GIVEN ENTRIES START

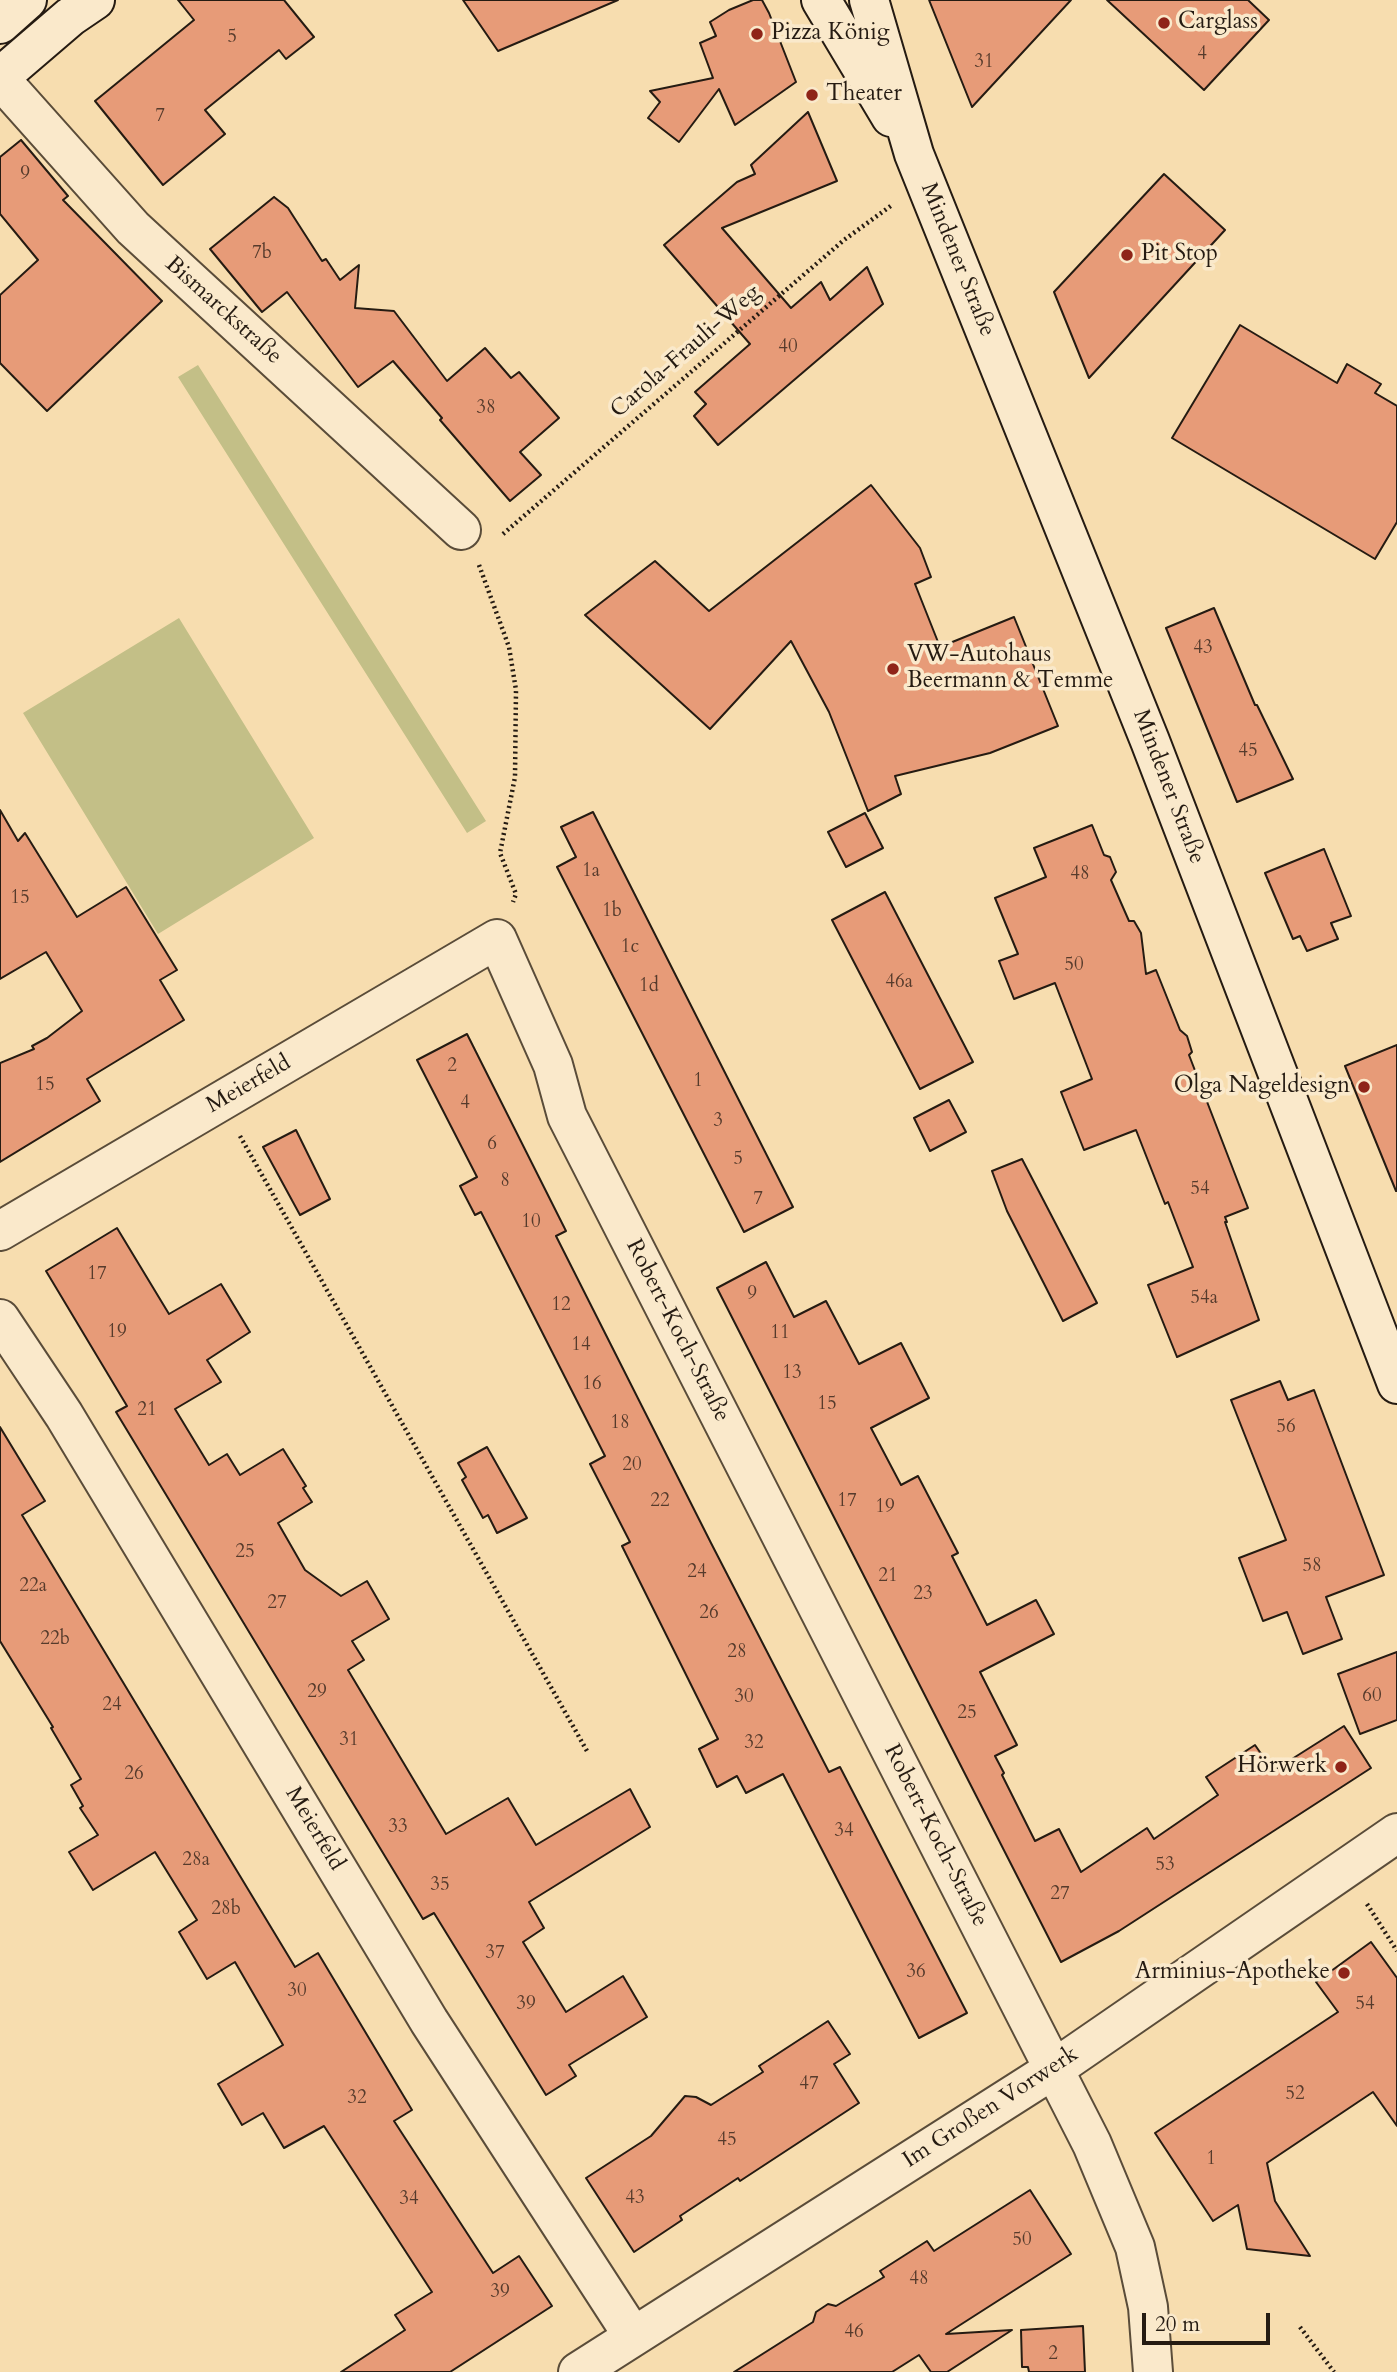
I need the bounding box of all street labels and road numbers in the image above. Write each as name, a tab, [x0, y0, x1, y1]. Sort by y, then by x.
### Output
street label: Mindener Straße	[914, 179, 1000, 341]
street label: Bismarckstraße	[159, 251, 287, 371]
street label: Carola-Frauli-Weg	[605, 279, 767, 425]
street label: Mindener Straße	[1126, 706, 1210, 868]
street label: Meierfeld	[202, 1050, 296, 1120]
street label: Robert-Koch-Straße	[619, 1235, 735, 1427]
street label: Robert-Koch-Straße	[877, 1740, 993, 1932]
street label: Meierfeld	[278, 1782, 350, 1876]
street label: Im Großen Vorwerk	[898, 2041, 1084, 2175]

GIVEN ENTRIES END

### PROBLEM TO SOLVE
With the pictures omitted, the entries are to be transcribed in full, exactly as they appear.

### REPLY
I need the bounding box of all street labels and road numbers in the image above. Write each as name, a tab, [x0, y0, x1, y1]. Sort by y, then by x.
### Output
street label: Mindener Straße	[914, 179, 1000, 341]
street label: Bismarckstraße	[159, 251, 287, 371]
street label: Carola-Frauli-Weg	[605, 279, 767, 425]
street label: Mindener Straße	[1126, 706, 1210, 868]
street label: Meierfeld	[202, 1050, 296, 1120]
street label: Robert-Koch-Straße	[619, 1235, 735, 1427]
street label: Robert-Koch-Straße	[877, 1740, 993, 1932]
street label: Meierfeld	[278, 1782, 350, 1876]
street label: Im Großen Vorwerk	[898, 2041, 1084, 2175]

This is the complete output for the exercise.